What Worries the Next Generation?

Last Updated: Jul. 2, 2014

August 1, 2003 | By Robyn Singleton

Young Americans are nearly as worried about paying their doctor bill as they are about terrorist attacks, a new Gallup study shows.

Among adults of all ages, availability and affordability of health care tops the angst meter, according to the July study comparing the top worries among Americans.

The survey of about 1,000 respondents shows people in their late teens and 20s are chiefly concerned abut terrorist attacks, with 56 percent saying they worry “a great deal” about that. Next comes health care, with 52 percent greatly worried, then crime and violence, at an even 50 percent. The economy, the environment and unemployment follow in strength as stressors.

Stephen Smithers, a 25-year-old Kankakee Community College student, took one look at Gallup’s list of 11 troubling topics. Instantly, he singled out health care as his top concern. He favors a nationalized health system on the same order of that in Canada, he said.

“I think the majority of people my age—all ages, really—feel the brunt of skyrocketing health care costs,” he said.

With no health insurance, Smithers, a full-time student, pays $200 monthly out of his own pocket for medicine to help his asthma and allergies. Health insurance would cost about the same as the medicine, he said. The community college does not offer an insurance plan and Smithers has outgrown the age limit of 19 most insurance companies set for dropping dependents off their parents’ policies. Full-time students commonly can stay on their parents policies until 23, insurance agents said.

“Young people are a greatly uninsured group,” Gwen Hopkins, with Hopkins Group Insurance, said. “They’re invincible. They’re never going to get a disease, as far as they’re concerned.”

Stephanie Griffin, 19, is still covered by her parents’ health insurance policy. But Griffin, an elementary education student at KCC, also singles out health care as her main concern.

“Terrorist attacks—yeah, you see that on TV. But actually I think they have that under control,” she said.

“But health care—I’m covered by my parents now, but I’m already worried about it,” she said.

Smithers and Griffin are part of the “Millennial Generation,” so labeled because they came of age around the turn of the century.

In their book, “The Next Great Generation,” authors Neil Howe and William Strauss say Millennial’s are richer, better educated and more ethnically diverse than their predecessors. Adults in this age bracket, born between 1974 and 1985, were born into the unusually peaceful and prosperous era of the 1980s and 1990s, disturbed only by one short economic recession and the brief Gulf War, the Gallup study said.

“Compared to the Vietnam War and the civil rights turmoil faced by those who came of age in the 1960s, these were ripples in a sea of relative tranquility,” Gallup editor Linda Lyons wrote in her analysis of the study.

Then came the dot-com dirge and the Sept. 11 terrorist attacks, shocking many young people out of complacency, she said. Worry about possible future terrorist attacks among 18- to 29-year-olds rose by 10 percent this year, up from 51 to 61 percent in 2002. In other age groups, concerns about terrorism dropped or stayed the same, the study shows.

“I think a lot of people my age were shocked to learn people in other parts of the world disliked America enough to do something like that,” Smithers said.
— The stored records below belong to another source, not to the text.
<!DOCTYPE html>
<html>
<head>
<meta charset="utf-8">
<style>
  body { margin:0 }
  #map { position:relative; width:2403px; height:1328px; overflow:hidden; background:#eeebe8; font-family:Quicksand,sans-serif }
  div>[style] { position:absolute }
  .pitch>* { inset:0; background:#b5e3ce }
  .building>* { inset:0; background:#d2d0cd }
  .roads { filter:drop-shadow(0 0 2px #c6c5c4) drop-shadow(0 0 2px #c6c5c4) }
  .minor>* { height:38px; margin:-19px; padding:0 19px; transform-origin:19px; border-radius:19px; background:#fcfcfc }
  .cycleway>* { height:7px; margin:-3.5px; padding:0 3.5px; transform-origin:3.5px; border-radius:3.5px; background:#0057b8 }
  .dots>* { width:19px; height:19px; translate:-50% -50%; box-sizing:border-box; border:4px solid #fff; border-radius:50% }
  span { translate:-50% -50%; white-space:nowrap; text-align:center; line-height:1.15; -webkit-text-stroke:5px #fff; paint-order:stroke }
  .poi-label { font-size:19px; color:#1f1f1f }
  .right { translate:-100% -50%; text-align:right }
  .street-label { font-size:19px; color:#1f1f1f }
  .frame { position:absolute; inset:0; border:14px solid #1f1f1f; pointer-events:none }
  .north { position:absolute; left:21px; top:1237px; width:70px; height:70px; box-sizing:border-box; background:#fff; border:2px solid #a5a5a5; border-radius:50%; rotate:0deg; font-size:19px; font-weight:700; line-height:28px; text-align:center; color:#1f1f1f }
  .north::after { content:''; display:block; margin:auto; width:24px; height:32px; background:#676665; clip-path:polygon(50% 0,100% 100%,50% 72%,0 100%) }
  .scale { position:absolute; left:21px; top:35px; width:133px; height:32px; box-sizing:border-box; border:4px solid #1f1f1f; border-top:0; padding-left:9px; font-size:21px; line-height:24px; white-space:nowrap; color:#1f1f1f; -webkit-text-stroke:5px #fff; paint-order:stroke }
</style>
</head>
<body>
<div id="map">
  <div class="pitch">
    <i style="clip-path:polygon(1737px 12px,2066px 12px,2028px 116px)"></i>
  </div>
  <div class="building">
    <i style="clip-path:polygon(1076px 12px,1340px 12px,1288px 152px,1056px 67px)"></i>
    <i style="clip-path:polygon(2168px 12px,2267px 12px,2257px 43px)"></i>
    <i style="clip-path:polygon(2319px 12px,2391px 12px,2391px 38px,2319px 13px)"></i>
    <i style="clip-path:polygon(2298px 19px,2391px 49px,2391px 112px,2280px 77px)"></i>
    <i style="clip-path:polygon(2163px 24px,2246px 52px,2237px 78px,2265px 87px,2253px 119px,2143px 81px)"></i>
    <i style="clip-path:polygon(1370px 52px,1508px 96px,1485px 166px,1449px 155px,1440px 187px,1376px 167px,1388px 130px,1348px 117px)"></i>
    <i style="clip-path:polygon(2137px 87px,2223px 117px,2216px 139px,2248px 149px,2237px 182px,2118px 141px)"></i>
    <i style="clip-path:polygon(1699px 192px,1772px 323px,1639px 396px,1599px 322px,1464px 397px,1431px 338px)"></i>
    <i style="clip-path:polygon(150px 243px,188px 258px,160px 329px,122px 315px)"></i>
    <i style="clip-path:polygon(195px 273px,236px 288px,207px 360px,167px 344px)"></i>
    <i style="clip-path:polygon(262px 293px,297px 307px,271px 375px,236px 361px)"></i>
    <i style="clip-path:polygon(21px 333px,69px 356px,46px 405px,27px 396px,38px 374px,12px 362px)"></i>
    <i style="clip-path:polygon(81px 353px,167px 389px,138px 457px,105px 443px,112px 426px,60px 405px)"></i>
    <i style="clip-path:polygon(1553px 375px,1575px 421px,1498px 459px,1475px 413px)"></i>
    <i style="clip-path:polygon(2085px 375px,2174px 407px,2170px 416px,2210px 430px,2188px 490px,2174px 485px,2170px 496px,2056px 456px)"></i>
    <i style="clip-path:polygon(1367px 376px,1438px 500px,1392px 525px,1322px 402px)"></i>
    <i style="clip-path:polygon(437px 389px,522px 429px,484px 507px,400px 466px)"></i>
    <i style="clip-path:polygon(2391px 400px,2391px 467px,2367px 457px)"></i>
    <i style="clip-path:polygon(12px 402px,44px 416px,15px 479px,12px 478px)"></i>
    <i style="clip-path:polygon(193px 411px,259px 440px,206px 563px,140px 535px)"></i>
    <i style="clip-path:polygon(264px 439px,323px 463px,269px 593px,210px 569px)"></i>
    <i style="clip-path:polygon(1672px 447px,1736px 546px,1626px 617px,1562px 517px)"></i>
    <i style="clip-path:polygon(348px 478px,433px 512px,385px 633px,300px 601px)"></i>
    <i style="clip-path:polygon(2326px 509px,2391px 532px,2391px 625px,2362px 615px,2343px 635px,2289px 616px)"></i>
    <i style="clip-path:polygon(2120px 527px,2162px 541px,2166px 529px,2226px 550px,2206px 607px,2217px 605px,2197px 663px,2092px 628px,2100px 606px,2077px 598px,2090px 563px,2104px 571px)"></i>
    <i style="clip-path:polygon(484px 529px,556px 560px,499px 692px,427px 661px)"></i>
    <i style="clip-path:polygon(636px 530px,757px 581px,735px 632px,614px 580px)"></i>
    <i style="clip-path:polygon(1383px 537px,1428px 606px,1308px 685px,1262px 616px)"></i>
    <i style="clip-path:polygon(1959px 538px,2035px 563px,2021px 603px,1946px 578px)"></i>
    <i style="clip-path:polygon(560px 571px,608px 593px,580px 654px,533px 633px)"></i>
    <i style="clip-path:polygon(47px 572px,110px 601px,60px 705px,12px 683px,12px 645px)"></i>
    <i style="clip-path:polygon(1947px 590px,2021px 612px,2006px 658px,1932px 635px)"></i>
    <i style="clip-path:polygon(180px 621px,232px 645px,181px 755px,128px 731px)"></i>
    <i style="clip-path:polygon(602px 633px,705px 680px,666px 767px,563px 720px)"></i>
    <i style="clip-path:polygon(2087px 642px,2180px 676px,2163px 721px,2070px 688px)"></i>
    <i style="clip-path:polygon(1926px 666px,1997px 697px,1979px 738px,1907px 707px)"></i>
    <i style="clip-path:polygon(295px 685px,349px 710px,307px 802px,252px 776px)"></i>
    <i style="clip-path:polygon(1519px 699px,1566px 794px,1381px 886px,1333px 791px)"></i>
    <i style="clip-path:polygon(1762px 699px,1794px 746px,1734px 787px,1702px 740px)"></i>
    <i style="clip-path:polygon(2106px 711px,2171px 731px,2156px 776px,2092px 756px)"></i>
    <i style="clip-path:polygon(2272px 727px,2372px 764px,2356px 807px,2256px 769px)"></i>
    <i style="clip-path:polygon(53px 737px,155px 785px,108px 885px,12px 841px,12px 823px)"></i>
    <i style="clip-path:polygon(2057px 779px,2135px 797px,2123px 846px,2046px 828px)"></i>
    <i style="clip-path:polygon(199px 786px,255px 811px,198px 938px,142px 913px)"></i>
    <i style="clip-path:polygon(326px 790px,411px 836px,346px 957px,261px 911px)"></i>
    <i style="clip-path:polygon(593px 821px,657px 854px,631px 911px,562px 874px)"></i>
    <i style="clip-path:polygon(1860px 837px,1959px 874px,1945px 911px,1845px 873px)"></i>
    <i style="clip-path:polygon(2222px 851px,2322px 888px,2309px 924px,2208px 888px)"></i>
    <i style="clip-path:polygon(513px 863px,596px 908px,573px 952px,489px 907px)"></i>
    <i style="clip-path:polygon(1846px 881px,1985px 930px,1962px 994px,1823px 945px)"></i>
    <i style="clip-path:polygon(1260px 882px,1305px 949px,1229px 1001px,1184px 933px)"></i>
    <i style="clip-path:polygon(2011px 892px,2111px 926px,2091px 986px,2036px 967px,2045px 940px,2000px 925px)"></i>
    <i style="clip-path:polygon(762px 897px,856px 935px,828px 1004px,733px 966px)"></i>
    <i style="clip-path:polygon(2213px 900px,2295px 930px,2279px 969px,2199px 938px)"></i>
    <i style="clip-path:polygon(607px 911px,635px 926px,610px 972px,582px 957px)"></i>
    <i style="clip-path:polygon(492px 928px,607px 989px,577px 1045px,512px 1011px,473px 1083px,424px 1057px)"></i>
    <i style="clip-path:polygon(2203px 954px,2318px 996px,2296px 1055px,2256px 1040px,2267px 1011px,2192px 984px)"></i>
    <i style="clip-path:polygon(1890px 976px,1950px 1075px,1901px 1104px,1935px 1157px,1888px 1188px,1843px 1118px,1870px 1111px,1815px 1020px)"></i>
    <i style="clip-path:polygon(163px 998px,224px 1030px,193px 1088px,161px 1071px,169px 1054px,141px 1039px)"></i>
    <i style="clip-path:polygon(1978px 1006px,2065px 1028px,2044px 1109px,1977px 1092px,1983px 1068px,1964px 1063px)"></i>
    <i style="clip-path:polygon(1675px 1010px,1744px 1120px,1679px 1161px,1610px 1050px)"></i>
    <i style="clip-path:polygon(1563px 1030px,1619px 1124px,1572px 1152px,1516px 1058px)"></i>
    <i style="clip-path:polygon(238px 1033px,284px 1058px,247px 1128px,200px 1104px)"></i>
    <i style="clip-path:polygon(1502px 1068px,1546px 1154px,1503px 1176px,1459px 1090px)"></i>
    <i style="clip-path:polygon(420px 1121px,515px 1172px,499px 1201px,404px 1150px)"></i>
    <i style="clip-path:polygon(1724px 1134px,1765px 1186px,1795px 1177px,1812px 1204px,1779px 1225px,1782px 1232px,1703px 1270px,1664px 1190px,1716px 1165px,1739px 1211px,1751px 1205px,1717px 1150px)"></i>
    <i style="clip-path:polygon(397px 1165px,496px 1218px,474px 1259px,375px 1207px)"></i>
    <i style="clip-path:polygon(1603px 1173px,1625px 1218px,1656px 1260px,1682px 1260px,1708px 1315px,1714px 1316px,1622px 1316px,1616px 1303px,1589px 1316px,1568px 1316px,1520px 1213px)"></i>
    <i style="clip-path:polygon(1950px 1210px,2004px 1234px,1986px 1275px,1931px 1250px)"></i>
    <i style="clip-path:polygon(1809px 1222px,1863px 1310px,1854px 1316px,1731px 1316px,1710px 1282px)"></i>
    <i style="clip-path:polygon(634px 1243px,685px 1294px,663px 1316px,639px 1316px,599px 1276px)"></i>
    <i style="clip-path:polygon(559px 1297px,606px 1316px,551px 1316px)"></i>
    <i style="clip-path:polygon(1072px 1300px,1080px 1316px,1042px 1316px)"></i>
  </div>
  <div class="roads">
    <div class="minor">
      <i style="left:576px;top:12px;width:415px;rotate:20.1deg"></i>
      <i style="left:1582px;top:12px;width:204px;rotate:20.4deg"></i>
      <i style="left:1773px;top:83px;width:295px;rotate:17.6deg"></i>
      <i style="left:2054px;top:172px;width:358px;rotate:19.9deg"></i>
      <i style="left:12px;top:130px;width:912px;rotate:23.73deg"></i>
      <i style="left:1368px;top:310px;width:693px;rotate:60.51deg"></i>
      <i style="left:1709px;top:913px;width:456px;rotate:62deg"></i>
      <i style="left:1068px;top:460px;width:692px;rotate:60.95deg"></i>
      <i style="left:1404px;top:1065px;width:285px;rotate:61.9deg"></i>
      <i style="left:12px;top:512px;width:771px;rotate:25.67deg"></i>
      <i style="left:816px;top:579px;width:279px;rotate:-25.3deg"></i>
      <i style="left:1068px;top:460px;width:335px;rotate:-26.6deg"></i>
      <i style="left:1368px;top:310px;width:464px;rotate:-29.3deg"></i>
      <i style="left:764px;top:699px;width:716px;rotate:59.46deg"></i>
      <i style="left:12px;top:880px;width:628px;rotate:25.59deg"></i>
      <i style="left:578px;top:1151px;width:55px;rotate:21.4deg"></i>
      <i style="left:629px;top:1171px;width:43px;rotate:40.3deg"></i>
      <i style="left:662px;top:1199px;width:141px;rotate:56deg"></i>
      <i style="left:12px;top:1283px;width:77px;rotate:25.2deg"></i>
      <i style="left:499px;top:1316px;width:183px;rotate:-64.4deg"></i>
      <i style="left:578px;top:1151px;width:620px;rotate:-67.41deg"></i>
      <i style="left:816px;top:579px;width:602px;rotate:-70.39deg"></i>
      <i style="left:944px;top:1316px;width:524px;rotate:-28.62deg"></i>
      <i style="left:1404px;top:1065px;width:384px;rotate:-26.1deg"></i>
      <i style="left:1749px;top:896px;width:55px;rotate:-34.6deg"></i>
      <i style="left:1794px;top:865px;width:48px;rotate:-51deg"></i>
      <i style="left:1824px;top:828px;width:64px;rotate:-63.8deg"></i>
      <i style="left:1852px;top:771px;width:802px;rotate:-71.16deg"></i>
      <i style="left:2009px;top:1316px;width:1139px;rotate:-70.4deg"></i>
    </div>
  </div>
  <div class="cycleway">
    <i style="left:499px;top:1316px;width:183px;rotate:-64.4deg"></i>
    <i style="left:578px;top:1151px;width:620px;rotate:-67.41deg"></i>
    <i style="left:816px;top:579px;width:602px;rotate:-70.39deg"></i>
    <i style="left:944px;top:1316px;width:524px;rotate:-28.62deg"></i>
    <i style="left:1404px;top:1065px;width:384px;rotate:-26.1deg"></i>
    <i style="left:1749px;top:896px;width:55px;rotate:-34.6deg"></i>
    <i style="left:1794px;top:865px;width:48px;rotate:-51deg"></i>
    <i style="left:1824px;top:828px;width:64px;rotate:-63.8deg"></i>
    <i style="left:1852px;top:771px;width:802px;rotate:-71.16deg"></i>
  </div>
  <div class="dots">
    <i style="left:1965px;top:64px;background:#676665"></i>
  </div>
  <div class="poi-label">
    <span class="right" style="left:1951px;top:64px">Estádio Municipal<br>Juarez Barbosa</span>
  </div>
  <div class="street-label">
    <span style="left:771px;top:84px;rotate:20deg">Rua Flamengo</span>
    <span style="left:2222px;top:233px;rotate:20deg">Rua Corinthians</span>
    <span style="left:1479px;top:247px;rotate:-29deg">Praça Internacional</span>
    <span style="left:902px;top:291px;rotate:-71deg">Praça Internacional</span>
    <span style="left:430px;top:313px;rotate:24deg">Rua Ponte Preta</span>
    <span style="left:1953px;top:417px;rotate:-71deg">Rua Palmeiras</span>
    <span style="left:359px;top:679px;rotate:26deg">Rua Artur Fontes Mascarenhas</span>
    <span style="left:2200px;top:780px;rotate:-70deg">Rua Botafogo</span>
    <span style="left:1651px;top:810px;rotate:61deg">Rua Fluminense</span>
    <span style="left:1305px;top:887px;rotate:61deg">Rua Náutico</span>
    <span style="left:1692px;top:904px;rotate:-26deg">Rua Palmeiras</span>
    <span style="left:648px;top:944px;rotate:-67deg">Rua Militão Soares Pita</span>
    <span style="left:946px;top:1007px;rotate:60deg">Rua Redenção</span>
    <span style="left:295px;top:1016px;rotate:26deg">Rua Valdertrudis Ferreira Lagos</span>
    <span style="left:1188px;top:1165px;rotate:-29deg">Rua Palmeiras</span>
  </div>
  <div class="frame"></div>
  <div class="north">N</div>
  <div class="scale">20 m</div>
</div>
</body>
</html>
When it comes to anxiety over medical expenses, Millennials are more like their parents. A full 55 percent of all adults say they worry a great deal about health care. About 14.6 percent of the population, 41.2 million, had no health insurance, according to 2001 Census Bureau figures. Young adults, the Census Bureau points out, are the least likely of any age group to have health insurance.

“It’s becoming a huge problem for everyone,” Hopkins said. “People are finding out healthcare could cost them everything they took a lifetime to build.”

Millennials differ from their elders most on issues of environment, unemployment and drug use. While drug use is one of the two top concerns among seniors, many teens and twenty-somethings never heard of the “War on Drugs” waged in the ‘80s.

“I see drug use as no big deal,” Smithers said. “People who know better don’t do it.”